Stored data entries
--

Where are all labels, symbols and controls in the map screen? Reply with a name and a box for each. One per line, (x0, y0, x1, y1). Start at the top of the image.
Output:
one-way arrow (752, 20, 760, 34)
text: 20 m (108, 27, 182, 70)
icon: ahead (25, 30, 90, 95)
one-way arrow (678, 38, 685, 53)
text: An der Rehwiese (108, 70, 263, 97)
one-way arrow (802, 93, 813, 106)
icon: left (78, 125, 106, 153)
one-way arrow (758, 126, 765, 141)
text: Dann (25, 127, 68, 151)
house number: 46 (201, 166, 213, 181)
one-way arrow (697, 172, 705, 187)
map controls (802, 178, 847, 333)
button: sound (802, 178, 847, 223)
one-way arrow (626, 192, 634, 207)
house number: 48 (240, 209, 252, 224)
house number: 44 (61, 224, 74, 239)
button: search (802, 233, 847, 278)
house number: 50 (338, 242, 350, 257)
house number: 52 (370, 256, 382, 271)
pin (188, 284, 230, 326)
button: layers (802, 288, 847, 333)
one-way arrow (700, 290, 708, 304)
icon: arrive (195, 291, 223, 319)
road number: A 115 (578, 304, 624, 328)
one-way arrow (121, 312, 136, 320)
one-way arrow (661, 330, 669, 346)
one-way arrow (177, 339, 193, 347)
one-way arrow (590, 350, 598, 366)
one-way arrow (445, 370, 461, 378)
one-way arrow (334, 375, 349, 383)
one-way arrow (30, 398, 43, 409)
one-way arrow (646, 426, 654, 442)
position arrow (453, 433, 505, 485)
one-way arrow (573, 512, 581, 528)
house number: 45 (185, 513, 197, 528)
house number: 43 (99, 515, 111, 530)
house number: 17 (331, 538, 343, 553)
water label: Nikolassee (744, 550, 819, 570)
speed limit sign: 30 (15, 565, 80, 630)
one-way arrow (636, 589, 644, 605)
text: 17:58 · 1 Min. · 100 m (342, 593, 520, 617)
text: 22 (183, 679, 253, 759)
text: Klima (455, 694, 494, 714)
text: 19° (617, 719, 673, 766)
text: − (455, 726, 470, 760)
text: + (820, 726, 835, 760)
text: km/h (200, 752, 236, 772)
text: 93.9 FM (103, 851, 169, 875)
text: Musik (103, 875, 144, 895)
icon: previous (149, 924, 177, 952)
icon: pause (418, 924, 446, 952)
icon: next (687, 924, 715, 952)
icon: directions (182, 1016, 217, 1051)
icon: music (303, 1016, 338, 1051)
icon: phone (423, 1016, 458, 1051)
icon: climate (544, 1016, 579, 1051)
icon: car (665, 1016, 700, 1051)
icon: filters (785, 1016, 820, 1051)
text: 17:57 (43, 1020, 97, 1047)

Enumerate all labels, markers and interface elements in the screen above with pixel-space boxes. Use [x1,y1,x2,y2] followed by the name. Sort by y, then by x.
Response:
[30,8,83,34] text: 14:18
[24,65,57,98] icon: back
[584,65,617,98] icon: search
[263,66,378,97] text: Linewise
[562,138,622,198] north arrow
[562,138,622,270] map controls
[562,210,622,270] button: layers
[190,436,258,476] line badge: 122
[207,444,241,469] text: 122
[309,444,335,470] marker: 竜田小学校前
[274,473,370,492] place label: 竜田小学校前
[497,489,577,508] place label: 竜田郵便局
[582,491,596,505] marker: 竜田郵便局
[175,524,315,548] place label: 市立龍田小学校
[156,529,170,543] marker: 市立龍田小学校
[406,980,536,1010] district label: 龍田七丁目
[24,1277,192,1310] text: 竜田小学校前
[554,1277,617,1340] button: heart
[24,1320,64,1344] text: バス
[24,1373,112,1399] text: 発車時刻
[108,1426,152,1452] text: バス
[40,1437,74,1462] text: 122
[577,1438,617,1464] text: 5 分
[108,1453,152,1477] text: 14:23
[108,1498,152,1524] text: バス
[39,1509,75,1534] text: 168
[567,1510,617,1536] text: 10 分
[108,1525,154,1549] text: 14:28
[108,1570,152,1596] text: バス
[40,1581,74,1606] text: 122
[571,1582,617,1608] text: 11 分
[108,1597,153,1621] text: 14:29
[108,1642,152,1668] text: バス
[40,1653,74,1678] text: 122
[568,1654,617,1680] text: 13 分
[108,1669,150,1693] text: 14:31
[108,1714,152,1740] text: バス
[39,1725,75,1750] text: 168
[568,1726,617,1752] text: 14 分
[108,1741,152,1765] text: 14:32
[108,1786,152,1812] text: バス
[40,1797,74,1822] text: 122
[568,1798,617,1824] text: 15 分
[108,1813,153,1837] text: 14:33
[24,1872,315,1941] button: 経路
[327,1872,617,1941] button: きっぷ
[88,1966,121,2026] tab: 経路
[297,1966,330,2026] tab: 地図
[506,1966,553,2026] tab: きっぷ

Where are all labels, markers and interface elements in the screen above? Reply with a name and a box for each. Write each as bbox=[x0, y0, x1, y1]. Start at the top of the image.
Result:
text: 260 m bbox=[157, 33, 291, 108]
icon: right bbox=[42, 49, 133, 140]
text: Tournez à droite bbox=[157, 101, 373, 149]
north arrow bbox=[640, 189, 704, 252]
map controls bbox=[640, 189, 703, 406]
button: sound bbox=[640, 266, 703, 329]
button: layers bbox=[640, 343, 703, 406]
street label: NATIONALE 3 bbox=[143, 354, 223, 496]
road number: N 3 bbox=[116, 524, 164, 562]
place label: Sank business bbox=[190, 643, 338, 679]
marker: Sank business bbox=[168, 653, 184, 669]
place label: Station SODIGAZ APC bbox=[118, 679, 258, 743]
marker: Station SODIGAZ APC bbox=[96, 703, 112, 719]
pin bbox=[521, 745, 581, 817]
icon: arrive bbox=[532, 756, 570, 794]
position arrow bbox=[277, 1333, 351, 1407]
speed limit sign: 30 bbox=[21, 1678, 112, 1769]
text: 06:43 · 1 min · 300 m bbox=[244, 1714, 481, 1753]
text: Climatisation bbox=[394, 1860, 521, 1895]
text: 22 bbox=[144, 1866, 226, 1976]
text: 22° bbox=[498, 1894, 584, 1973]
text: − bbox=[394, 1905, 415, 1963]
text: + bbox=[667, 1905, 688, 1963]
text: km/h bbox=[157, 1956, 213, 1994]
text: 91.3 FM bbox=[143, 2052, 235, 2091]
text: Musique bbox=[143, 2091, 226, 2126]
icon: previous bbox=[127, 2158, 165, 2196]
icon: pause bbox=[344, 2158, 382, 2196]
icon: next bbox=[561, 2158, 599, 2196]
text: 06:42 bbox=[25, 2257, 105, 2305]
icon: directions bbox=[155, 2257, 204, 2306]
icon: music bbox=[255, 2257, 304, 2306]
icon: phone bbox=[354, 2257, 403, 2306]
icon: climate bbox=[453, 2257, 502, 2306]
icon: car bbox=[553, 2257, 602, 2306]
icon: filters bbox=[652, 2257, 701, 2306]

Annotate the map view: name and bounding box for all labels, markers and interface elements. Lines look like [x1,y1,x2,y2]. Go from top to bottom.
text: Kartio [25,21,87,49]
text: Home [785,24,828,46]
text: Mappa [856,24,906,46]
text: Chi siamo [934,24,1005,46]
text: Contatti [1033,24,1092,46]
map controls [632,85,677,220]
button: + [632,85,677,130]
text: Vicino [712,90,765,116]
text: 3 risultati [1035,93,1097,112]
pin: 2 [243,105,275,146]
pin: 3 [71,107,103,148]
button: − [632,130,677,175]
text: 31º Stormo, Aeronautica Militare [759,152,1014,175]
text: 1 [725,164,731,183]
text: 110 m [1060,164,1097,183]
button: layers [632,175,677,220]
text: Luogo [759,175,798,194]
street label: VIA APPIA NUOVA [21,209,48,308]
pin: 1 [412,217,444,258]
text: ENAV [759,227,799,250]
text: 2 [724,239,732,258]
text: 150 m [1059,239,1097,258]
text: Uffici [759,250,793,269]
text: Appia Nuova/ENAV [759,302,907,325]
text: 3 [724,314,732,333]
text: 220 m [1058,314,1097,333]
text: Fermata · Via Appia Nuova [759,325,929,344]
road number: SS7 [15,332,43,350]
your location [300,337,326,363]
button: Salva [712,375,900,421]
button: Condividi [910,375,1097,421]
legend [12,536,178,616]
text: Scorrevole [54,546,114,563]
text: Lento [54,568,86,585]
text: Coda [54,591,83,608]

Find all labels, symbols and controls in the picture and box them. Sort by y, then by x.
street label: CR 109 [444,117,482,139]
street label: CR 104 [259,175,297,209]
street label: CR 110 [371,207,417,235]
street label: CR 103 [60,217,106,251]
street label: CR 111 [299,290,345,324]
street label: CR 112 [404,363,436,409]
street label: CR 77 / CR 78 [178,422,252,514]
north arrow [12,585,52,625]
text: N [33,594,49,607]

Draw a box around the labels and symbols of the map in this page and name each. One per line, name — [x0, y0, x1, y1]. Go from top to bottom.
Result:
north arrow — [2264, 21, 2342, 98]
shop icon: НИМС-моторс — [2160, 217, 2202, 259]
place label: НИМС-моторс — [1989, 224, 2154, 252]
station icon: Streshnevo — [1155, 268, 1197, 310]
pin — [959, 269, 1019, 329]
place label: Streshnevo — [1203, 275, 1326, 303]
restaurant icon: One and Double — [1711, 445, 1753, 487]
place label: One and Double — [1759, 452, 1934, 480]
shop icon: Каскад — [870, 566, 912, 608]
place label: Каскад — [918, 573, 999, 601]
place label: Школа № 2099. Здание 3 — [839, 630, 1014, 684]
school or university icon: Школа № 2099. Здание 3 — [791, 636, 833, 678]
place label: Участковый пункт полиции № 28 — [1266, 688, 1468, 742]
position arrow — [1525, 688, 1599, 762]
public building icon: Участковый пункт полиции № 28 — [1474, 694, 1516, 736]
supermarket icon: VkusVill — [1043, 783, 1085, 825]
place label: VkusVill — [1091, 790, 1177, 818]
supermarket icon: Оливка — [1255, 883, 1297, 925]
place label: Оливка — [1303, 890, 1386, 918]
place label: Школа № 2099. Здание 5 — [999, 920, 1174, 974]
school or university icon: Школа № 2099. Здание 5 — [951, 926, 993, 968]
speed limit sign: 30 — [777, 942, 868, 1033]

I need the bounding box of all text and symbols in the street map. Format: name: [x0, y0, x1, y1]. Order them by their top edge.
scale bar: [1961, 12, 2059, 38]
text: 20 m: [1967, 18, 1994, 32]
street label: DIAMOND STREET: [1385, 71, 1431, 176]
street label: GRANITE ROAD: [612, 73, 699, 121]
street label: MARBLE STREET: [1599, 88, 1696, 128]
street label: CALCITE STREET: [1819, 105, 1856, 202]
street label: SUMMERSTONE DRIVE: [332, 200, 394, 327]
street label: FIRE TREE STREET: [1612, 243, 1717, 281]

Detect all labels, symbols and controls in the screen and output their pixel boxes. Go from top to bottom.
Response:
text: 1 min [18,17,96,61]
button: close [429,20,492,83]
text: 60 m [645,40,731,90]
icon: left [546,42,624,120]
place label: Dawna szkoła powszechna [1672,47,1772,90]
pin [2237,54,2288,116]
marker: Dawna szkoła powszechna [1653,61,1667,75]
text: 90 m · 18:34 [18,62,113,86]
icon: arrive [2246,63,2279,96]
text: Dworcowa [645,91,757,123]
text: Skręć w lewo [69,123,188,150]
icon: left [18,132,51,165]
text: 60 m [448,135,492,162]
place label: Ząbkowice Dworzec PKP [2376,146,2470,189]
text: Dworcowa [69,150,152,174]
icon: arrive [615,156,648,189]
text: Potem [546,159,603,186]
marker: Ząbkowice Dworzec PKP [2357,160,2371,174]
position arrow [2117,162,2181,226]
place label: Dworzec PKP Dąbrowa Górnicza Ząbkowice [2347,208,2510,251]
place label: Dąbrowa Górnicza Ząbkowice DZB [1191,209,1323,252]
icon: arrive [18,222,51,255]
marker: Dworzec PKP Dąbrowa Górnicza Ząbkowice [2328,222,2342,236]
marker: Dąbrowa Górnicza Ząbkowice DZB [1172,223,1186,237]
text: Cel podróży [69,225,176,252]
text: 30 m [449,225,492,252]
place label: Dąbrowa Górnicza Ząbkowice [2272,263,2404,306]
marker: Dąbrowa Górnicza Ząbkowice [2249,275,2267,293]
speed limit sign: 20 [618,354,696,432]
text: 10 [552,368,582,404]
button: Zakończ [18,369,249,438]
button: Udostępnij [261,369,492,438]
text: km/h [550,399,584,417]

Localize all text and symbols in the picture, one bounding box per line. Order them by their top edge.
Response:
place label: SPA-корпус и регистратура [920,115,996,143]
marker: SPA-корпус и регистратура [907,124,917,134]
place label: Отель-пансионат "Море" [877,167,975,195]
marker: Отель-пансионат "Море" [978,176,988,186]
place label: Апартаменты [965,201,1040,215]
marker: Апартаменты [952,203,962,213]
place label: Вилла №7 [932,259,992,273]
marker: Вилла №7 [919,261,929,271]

--

Exercise description -> Return only the number of lines in the preceding records that contain the string "edge".

Answer -> 2